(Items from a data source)
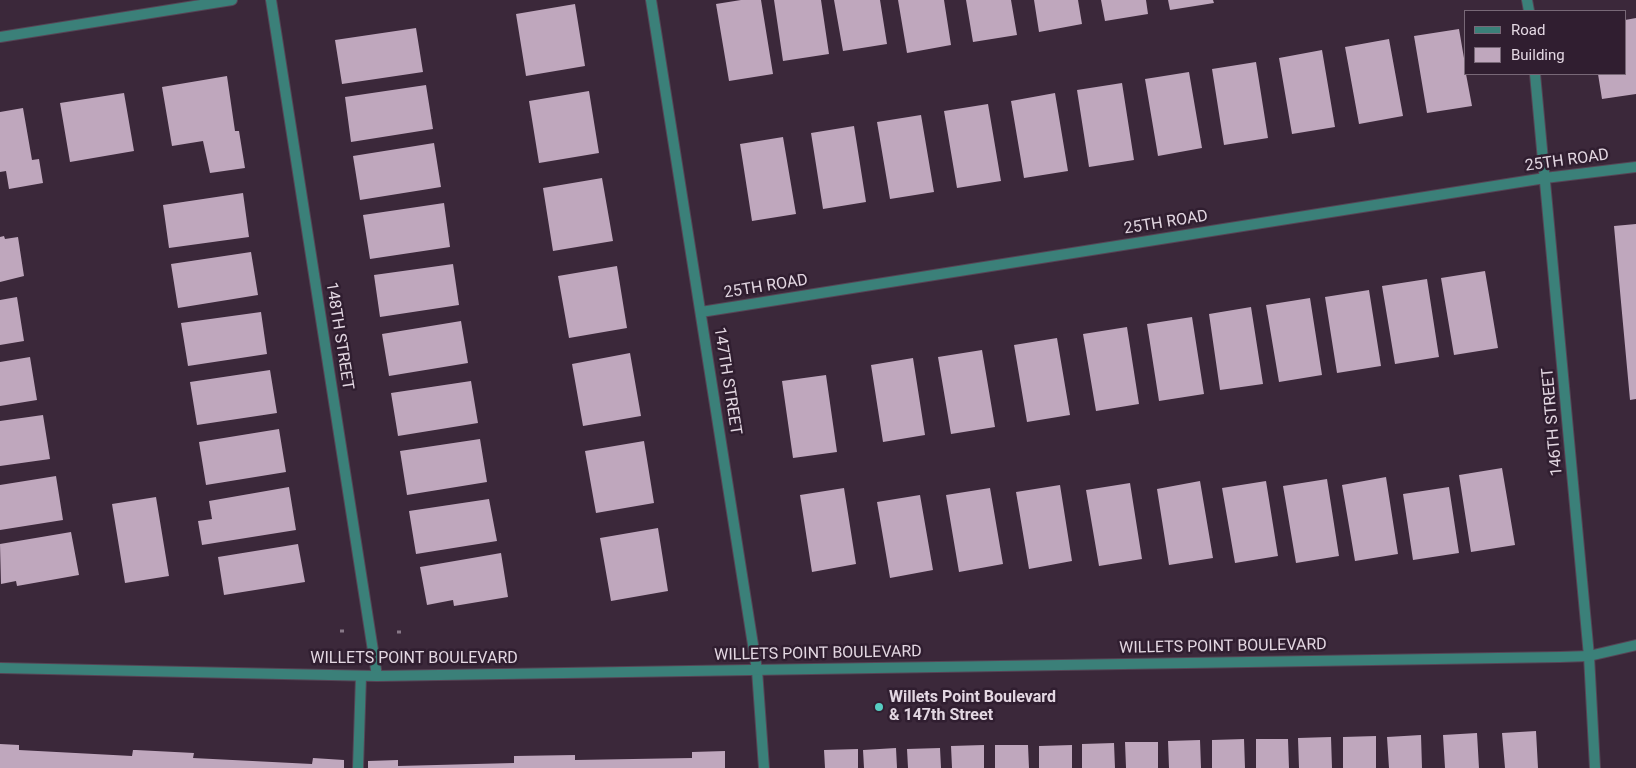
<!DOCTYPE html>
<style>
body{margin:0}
#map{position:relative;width:1636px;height:768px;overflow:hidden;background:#3b283a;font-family:Roboto,sans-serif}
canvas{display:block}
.legend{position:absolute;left:1464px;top:10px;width:162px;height:65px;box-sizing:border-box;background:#301e30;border:1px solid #786877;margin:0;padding:6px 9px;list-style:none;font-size:15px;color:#e3d7e2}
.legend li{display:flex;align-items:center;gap:10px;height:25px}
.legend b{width:25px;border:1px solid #786877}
</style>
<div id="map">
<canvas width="1636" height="768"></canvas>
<ul class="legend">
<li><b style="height:6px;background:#3b8079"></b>Road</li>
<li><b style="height:14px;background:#bfa7bd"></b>Building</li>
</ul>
</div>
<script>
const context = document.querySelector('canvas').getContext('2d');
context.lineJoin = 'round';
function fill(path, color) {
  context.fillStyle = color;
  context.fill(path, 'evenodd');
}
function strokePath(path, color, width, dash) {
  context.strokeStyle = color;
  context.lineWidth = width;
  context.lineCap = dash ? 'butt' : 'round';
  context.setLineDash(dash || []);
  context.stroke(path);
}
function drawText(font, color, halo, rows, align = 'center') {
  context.font = font + ' Roboto,sans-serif';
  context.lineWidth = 5;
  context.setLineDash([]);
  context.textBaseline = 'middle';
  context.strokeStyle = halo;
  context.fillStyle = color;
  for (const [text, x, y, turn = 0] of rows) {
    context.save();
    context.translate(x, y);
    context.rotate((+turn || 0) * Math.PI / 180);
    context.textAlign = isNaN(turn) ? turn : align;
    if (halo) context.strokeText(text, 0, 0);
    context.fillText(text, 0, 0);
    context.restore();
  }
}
const building = new Path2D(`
 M741 0H761L773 74 729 81 716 4Z
 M774 0H821L829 54 783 61Z
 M834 0H880L887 44 843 51Z
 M898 0H944L951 45 907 53Z
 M966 0H1011L1017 35 973 42Z
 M1034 0H1078L1082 24 1039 32Z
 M1101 0H1146L1148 14 1105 21Z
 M1168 0H1213L1214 3 1170 10Z
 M575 4 585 66 526 76 516 14Z
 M1636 18V94L1602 99 1598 74H1625V20Z
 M416 28 423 72 342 84 335 40Z
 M1459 29 1465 64V74H1466L1472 106 1427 113 1414 36Z
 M1389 39 1403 116 1359 124 1345 47Z
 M1322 50 1335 127 1292 134 1279 58Z
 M1256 62 1268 138 1224 145 1212 69Z
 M1189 72 1202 148 1158 156 1145 79Z
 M227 76 235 131H239L245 168 210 173 203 141 172 146 162 87Z
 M1122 83 1134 160 1089 167 1077 90Z
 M426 85 433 129 351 142 345 97Z
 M589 91 599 153 539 163 529 101Z
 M124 93 134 151 70 162 60 103Z
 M1055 93 1068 171 1024 178 1011 101Z
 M988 104 1001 181 957 188 944 111Z
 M23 108 32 160 39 159 43 183 9 189 6 171 0 172V112Z
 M921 115 934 192 890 199 877 122Z
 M854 126 866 202 823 209 811 133Z
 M783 137 796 214 752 221 740 144Z
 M434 143 441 187 360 200 353 156Z
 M602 178 613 241 553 251 543 188Z
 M243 193 249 237 169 248 163 205Z
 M444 203 450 247 370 259 363 215Z
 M1636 224V399L1630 400 1614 226Z
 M4 236 5 239 18 237 24 276 0 282V237Z
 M251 252 258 295 178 308 171 264Z
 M453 264 459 305 380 317 374 275Z
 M617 266 627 328 569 338 558 276Z
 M1485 271 1498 348 1454 355 1441 278Z
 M1427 279 1439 357 1395 364 1382 286Z
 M1369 290 1381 366 1337 373 1325 297Z
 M17 297 24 341 0 345V300Z
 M1310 298 1322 375 1279 382 1266 305Z
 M1251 307 1263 384 1220 390 1209 314Z
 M261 312 267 354 188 366 181 323Z
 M1192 317 1204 394 1159 401 1147 324Z
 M461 321 468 363 389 376 382 334Z
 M1127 327 1139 404 1096 411 1083 334Z
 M1057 338 1070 415 1027 422 1014 345Z
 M982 350 995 427 951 434 938 357Z
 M630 353 641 416 583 426 572 364Z
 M30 357 37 400 0 406V362Z
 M913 358 925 435 883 442 871 365Z
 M270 370 277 413 197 425 190 382Z
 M826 375 837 452 793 458 782 381Z
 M471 381 478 423 398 436 391 393Z
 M43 415 50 459 0 466V421Z
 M279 429 286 472 206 485 199 442Z
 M480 439 487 482 407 495 400 451Z
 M644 441 654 503 596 513 585 451Z
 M1502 468 1515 545 1471 552 1459 475Z
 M56 476 63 520 0 530V485Z
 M1386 477 1398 554 1355 561 1342 485Z
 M1327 479 1339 556 1296 563 1283 486Z
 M1200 481 1213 558 1169 565 1157 489Z
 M1266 481 1278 556 1235 563 1222 488Z
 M1130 483 1142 559 1099 566 1086 490Z
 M1060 485 1072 561 1029 569 1016 492Z
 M289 487 296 530 202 545 198 521 212 519 209 501Z
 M1449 487 1459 553 1413 560 1403 494Z
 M844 488 856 564 812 572 800 495Z
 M990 488 1003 564 959 572 946 495Z
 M920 495 933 570 890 578 877 502Z
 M156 497 169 576 125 583 112 504Z
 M489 499 497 541 416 554 409 511Z
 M658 528 668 591 611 601 600 538Z
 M71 532 79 575 17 586 16 581 1 584 0 544Z
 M298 544 305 582 224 595 218 557Z
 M501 553 508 597 454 606 453 600 427 605 420 567Z
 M1536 731 1538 768H1505L1502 733Z
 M1477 733 1479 768H1445L1443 735Z
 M1421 735 1422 768H1389L1387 737Z
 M1376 736V768H1343V737Z
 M1331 737 1332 768H1299L1298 738Z
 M1244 739 1245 768H1212V740Z
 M1256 739H1288L1289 768H1256Z
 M1200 740 1201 768H1169L1168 741Z
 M1125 742H1158V768H1126Z
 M1114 743 1115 768H1082V744Z
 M0 744 19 745V750L132 756 133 750H136L194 753 193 758 312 764 313 758 344 760V768H0Z
 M984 745V768H952L951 746Z
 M995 745H1028L1029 768H995Z
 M1072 745V768H1039V746Z
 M896 748 897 768H864L863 750Z
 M940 748 941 768H908L907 749Z
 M858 749V768H825L824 750Z
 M725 751V768H368V761L398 760V766L514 763V756L575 755V760L633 759 692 758V752Z`);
const path = new Path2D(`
 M340 631H347
 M397 632H405`);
const service = new Path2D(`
 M358 768 361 676`);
const minor = new Path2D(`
 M271 0 377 676
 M651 0 757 670 764 768
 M1527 0 1529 11
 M0 37 232 0
 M1535 74 1589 656 1595 768
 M701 312 1545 178 1636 167`);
const tertiary = new Path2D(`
 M0 668 377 676 1560 657 1589 656 1636 645`);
const markers = [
 [879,707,5,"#57cec2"]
];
const streetNames = [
 ["25TH ROAD",1567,161,-8],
 ["25TH ROAD",1166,223,-9],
 ["25TH ROAD",766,287,-9],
 ["148TH STREET",339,336,81],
 ["147TH STREET",727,381,81],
 ["146TH STREET",1553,422,-95],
 ["WILLETS POINT BOULEVARD",1223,647,-1],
 ["WILLETS POINT BOULEVARD",818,654,-1],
 ["WILLETS POINT BOULEVARD",414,659]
];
const poiNames = [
 ["Willets Point Boulevard",889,698],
 ["& 147th Street",889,716]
];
fill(building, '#bfa7bd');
strokePath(service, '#564455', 12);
strokePath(minor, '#564455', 12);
strokePath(tertiary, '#564455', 12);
strokePath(path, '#887887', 3, [4, 4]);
strokePath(service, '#3b8079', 10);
strokePath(minor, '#3b8079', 10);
strokePath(tertiary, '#3b8079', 10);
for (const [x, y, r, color] of markers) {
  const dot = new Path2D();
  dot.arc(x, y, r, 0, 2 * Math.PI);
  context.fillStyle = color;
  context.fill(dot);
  strokePath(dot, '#301e30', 2);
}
drawText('16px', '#e3d7e2', '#301e30', streetNames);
drawText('bold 16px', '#e3d7e2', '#301e30', poiNames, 'left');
</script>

(Exercise instructions)
When a line of the data above holds the string "setLineDash", count it, and reply with the resulting number only.

(Result)
2